[Virtio-fs] vhost-user (virtio-fs) migration: back end state

Tue Feb 7 09:08:23 UTC 2023

On 06.02.23 17:27, Stefan Hajnoczi wrote:
> On Mon, 6 Feb 2023 at 07:36, Hanna Czenczek <hreitz at redhat.com> wrote:
>> Hi Stefan,
>>
>> For true virtio-fs migration, we need to migrate the daemon’s (back
>> end’s) state somehow.  I’m addressing you because you had a talk on this
>> topic at KVM Forum 2021. :)
>>
>> As far as I understood your talk, the only standardized way to migrate a
>> vhost-user back end’s state is via dbus-vmstate.  I believe that
>> interface is unsuitable for our use case, because we will need to
>> migrate more than 1 MB of state.  Now, that 1 MB limit has supposedly
>> been chosen arbitrarily, but the introducing commit’s message says that
>> it’s based on the idea that the data must be supplied basically
>> immediately anyway (due to both dbus and qemu migration requirements),
>> and I don’t think we can meet that requirement.
> Yes, dbus-vmstate is the available today. It's independent of
> vhost-user and VIRTIO.
>
>> Has there been progress on the topic of standardizing a vhost-user back
>> end state migration channel besides dbus-vmstate?  I’ve looked around
>> but didn’t find anything.  If there isn’t anything yet, is there still
>> interest in the topic?
> Not that I'm aware of. There are two parts to the topic of VIRTIO
> device state migration:
> 1. Defining an interface for migrating VIRTIO/vDPA/vhost/vhost-user
> devices. It doesn't need to be implemented in all these places
> immediately, but the design should consider that each of these
> standards will need to participate in migration sooner or later. It
> makes sense to choose an interface that works for all or most of these
> interfaces instead of inventing something vhost-user-specific.
> 2. Defining standard device state formats so VIRTIO implementations
> can interoperate.
>
>> Of course, we could use a channel that completely bypasses qemu, but I
>> think we’d like to avoid that if possible.  First, this would require
>> adding functionality to virtiofsd to configure this channel.  Second,
>> not storing the state in the central VM state means that migrating to
>> file doesn’t work (well, we could migrate to a dedicated state file,
>> but...).  Third, setting up such a channel after virtiofsd has sandboxed
>> itself is hard.  I guess we should set up the migration channel before
>> sandboxing, which constrains runtime configuration (basically this would
>> only allow us to set up a listening server, I believe).  Well, and
>> finally, it isn’t a standard way, which won’t be great if we’re planning
>> to add a standard way anyway.
> Yes, live migration is hard enough. Duplicating it is probably not
> going to make things better. It would still be necessary to support
> saving to file as well as live migration.
>
> There are two high-level approaches to the migration interface:
> 1. The whitebox approach where the vhost-user back-end implements
> device-specific messages to get/set migration state (e.g.
> VIRTIO_FS_GET_DEVICE_STATE with a struct virtio_fs_device_state
> containing the state of the FUSE session or multiple fine-grained
> messages that extract pieces of state). The hypervisor is responsible
> for the actual device state serialization.
> 2. The blackbox approach where the vhost-user back-end implements the
> device state serialization itself and just produces a blob of data.

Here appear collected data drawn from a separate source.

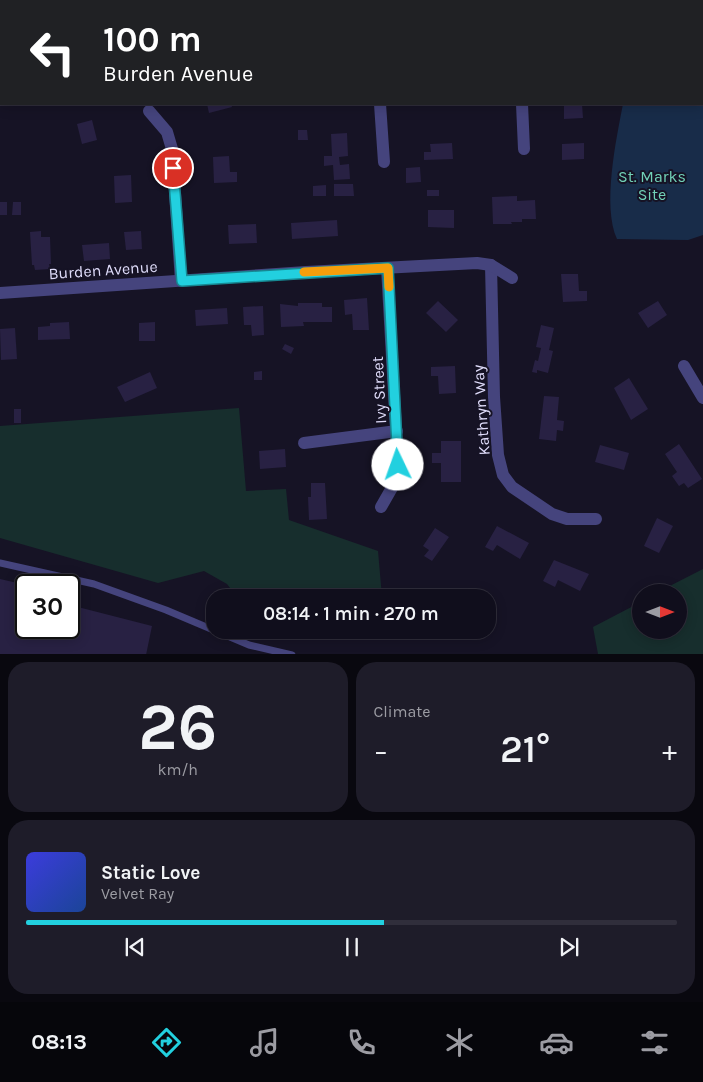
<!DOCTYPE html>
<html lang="en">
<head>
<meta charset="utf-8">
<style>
	:root { --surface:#100e1c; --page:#1e1c29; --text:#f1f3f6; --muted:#9c9ca3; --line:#302e3b; --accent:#22d0df }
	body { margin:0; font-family:Karla,sans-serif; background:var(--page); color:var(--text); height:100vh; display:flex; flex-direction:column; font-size:19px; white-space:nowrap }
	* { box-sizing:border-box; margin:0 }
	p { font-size:16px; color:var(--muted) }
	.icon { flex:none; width:28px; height:28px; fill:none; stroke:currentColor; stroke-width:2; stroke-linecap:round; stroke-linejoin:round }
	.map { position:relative; height:654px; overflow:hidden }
	.drawer { display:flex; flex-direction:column; gap:8px; padding:8px; background:#09080f; flex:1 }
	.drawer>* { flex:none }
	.guide { position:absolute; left:0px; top:0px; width:704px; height:105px; box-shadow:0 2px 12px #0003,0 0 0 1px var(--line); background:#202124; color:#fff; overflow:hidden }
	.needle { width:32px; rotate:90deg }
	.fabs { position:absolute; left:632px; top:584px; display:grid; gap:10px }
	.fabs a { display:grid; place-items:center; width:55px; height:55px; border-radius:50%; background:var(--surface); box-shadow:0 2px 12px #0003,0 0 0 1px var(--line); font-size:25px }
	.speed { position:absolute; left:15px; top:574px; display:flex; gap:10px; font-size:25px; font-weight:700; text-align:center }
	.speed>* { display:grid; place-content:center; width:65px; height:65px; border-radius:50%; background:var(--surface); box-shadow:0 2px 12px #0003,0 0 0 1px var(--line); line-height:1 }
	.speed .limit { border:2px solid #111; border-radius:8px; background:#fff; color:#111 }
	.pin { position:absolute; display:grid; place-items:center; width:42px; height:42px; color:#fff; margin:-21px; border:2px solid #fff; border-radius:50%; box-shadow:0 1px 5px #0007 }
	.me { position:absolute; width:55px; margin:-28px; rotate:357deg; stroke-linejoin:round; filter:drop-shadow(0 0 4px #0008) }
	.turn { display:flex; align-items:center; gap:18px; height:105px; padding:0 20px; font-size:22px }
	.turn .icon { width:65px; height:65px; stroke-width:2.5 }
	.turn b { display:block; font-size:35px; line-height:42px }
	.big { font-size:38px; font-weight:600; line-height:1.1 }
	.drawer .widget { flex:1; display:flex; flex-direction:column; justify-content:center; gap:8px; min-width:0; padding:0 18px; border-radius:20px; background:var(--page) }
	.drawer .dial { align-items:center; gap:0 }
	.dial b { font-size:65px; line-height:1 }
	.song { display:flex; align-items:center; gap:15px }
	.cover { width:60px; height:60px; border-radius:8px; background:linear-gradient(135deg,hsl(240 70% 55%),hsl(220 70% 35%)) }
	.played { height:5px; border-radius:2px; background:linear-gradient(90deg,var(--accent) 55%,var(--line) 55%) }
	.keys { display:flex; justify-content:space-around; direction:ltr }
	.heat { display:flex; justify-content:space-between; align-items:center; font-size:28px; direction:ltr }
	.drawer .tiles { flex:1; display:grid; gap:8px; grid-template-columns:1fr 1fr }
	.widget:last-child { grid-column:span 2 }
	.trip { position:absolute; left:206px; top:589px; width:290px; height:50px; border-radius:20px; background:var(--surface); box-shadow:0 2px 12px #0003,0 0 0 1px var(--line); font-weight:600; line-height:50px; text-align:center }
	.tab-bar { display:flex; height:80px; justify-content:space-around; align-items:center; background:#06060b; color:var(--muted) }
	.tab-bar .icon { width:35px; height:35px }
	.tab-bar .current { color:var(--accent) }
	.tab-bar b { font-size:22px; color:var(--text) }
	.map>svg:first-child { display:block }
</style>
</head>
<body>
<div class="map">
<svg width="703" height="655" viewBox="0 0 703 655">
	<rect width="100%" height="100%" fill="#161325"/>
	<g fill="#172e2d">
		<path d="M 239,408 L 246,491 L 286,489 L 289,520 L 378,551 L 382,597 L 236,596 L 227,584 L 204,571 L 158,583 L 0,538 L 0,426 Z"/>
		<path d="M 703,569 L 703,654 L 598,654 L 593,627 L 641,602 L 641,630 L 679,630 L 679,592 L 658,592 Z"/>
	</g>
	<path fill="#182c49" d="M 703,8 L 703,235 L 688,240 L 617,239 C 602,206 616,140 623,104 L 702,104 Z"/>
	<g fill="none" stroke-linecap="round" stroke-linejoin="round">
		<path stroke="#182c49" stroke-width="4" d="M 552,0 L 554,1"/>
	</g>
	<g fill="#282143">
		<path d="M 207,104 L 231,104 L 232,107 L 209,113 Z"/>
		<path d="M 564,104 L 582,104 L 583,118 L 564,119 Z"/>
		<path d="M 92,120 L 97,140 L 82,144 L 77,124 Z"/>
		<path d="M 298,130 L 307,130 L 308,140 L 298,140 Z"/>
		<path d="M 347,133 L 348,156 L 339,157 L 340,165 L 349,164 L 350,179 L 334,180 L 333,165 L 324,166 L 324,156 L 332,156 L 331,134 Z"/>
		<path d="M 452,143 L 453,159 L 424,160 L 424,152 L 431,152 L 430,144 Z"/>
		<path d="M 584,143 L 584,159 L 562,160 L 562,144 Z"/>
		<path d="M 229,156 L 230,172 L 237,172 L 237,182 L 214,183 L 213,157 Z"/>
		<path d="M 420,167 L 421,182 L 406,183 L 406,168 Z"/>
		<path d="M 131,175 L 132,202 L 115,203 L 114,176 Z"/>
		<path d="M 334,184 L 353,184 L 354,196 L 334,196 Z"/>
		<path d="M 326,185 L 326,196 L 313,196 L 313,186 Z"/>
		<rect x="427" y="190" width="12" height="6"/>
		<path d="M 517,196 L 517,201 L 535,200 L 536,219 L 522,219 L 522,222 L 511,222 L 512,224 L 493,224 L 492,197 Z"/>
		<rect x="0" y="202" width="7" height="13"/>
		<path d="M 13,202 L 21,202 L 21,215 L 12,215 Z"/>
		<path d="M 428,210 L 454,210 L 454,228 L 428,227 Z"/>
		<path d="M 337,220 L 338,236 L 292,239 L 291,223 Z"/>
		<path d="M 256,224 L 257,243 L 229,244 L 228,225 Z"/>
		<path d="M 41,231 L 41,237 L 50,237 L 51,264 L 49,264 L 50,269 L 35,270 L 34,265 L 32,265 L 30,232 Z"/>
		<path d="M 141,231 L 142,249 L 126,250 L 124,232 Z"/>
		<path d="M 109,243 L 110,259 L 84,261 L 82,245 Z"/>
		<path d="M 561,274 L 578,274 L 579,291 L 587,291 L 587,301 L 563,302 Z"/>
		<path d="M 367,298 L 369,330 L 353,330 L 352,314 L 345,315 L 344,300 Z"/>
		<path d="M 438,301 L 458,320 L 446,332 L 426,313 Z"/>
		<path d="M 658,301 L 667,315 L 648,328 L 638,313 Z"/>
		<path d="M 298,303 L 322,303 L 322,307 L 332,307 L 332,322 L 303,322 L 304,326 L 281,327 L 280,304 L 298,306 Z"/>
		<path d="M 263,306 L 264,335 L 252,336 L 251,325 L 244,325 L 243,307 Z"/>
		<path d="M 227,308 L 228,324 L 196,326 L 195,310 Z"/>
		<path d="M 69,322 L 70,339 L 38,340 L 38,327 L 50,326 L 50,323 Z"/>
		<path d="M 155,322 L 155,341 L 139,341 L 139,323 Z"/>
		<path d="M 541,325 L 554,328 L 549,350 L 553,351 L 548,373 L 537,370 L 537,373 L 532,372 L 535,360 L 538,361 L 541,348 L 536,347 Z"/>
		<path d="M 15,328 L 17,359 L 1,360 L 0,329 Z"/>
		<path d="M 285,344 L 294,348 L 291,354 L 282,349 Z"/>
		<path d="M 455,366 L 456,393 L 439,394 L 438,376 L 431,376 L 431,367 Z"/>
		<path d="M 262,371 L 262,380 L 254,380 L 254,372 Z"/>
		<path d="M 150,372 L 157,388 L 125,402 L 117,387 Z"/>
		<path d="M 629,378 L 648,409 L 631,420 L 614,388 Z"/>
		<path d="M 544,396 L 559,397 L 557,420 L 564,421 L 563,431 L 557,430 L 556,441 L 539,439 Z"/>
		<rect x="14" y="409" width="7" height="14"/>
		<path d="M 441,441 L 461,441 L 461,482 L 441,482 L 441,463 L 432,463 L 432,453 L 441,453 Z"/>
		<path d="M 679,444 L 702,479 L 688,488 L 684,483 L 679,486 L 672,476 L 677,472 L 665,454 Z"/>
		<path d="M 600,445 L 629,453 L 624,470 L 595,462 Z"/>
		<path d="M 285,449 L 286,467 L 260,469 L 259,451 Z"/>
		<path d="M 311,483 L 325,483 L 327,519 L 309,520 L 308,497 L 311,497 Z"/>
		<path d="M 657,518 L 673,526 L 659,553 L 644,546 Z"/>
		<path d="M 497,526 L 529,543 L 520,559 L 497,545 L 493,551 L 485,547 Z"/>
		<path d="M 435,528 L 449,537 L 432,561 L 424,556 L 429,550 L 423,546 Z"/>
		<path d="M 554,560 L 589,574 L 580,591 L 558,580 L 555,587 L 543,581 Z"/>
		<path d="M 0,579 L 26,585 L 26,628 L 69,628 L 69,596 L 72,597 L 70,605 L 152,626 L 146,655 L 0,655 Z"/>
	</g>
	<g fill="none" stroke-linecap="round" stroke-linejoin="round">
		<path stroke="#45447d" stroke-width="7" d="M 0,563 L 94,584 L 166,610 L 249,645 L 292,655"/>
		<g stroke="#45447d" stroke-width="12">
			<path d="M 342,0 L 354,0"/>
			<path d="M 372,0 L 373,1"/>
			<path d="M 517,0 L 517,1"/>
			<path d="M 380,104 L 384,162"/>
			<path d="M 522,104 L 524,149"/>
			<path d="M 149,111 L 167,132 L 172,149 L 181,281"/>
			<path d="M 491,265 L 494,397 L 498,455 L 503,475 L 512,487 L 552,514 L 567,519 L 596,519"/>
			<path d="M 0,293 L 306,272 L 477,263 L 491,265 L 512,278"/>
			<path d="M 684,366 L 703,398"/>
			<path d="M 304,443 L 397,431"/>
			<path d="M 381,507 L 393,486 L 398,465 L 387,268"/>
		</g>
	</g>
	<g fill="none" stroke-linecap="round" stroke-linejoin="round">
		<g stroke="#168791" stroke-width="12">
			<path id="route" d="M 173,168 L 182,281 L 388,268 L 398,465"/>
		</g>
		<use href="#route" stroke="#22d0df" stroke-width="9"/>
		<path stroke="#f59e0b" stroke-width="9" d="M 304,272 L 388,268 L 389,287"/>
	</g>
	<g text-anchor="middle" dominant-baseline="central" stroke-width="4" stroke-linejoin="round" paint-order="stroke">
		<g font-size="16" fill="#71d1b7" stroke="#161325">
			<text x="652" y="176">St. Marks<tspan x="652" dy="18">Site</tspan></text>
		</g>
		<g font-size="16" fill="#dfdcfa" stroke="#161325">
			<text transform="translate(103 270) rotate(-4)">Burden Avenue</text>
			<text transform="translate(379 390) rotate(-93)">Ivy Street</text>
			<text transform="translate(481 410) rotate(-94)">Kathryn Way</text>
		</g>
	</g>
</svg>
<div class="fabs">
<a><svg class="needle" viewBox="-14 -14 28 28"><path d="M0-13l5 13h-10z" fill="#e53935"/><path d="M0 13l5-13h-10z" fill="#9c9ca3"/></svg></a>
</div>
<div class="speed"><div class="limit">30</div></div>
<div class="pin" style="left:173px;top:168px;background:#d93025"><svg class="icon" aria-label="arrive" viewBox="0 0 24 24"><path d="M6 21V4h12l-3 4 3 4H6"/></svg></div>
<svg class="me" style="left:398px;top:465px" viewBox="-20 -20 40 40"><circle r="19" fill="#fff"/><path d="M0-13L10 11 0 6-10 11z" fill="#22d0df"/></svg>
<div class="trip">08:14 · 1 min · 270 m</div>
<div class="guide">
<div class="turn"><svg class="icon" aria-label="left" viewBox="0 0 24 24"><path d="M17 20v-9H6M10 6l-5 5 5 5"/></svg><div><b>100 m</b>Burden Avenue</div></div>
</div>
</div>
<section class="drawer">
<div class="tiles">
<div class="widget dial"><b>26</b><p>km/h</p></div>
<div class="widget"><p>Climate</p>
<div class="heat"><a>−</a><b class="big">21°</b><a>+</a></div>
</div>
<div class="widget">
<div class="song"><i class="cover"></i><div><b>Static Love</b><p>Velvet Ray</p></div></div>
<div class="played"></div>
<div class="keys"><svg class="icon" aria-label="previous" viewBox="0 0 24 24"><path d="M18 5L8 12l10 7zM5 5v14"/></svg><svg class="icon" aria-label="pause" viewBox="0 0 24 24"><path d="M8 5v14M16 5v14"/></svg><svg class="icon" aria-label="next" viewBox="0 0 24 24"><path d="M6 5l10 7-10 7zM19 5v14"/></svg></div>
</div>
</div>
</section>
<nav class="tab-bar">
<b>08:13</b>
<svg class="icon current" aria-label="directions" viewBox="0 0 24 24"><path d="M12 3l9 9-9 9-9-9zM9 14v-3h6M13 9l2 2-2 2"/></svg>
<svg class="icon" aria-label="music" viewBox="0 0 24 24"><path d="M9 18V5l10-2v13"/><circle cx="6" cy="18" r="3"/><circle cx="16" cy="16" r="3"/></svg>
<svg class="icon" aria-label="phone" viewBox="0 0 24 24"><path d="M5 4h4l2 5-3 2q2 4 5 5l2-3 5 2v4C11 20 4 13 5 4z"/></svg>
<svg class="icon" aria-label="climate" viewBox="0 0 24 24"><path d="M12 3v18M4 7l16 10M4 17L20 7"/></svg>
<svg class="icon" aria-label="car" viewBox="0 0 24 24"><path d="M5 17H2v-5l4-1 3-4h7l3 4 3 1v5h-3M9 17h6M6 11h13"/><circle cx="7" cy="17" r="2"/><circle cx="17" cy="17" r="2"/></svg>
<svg class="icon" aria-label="filters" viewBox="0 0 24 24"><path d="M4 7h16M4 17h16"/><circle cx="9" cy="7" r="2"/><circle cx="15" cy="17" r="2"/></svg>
</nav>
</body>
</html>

Implementing this through device-specific messages sounds quite nice to 
me, and I think this would work for the blackbox approach, too. The 
virtio-fs device in qemu (the front end stub) would provide that data as 
its VM state then, right?

I’m not sure at this point whether it is sensible to define a 
device-specific standard for the state (i.e. the whitebox approach).  I 
think that it may be too rigid if we decide to extend it in the future.  
As far as I understand, the benefit is that it would allow for 
interoperability between different virtio-fs back end implementations, 
which isn’t really a concern right now.  If we need this in the future, 
I’m sure we can extend the protocol further to alternatively use 
standardized state.  (Which can easily be turned back into a blob if 
compatibility requires it.)

I think we’ll probably want a mix of both, where it is standardized that 
the state consists of information about each FUSE inode and each open 
handle, but that information itself is treated as a blob.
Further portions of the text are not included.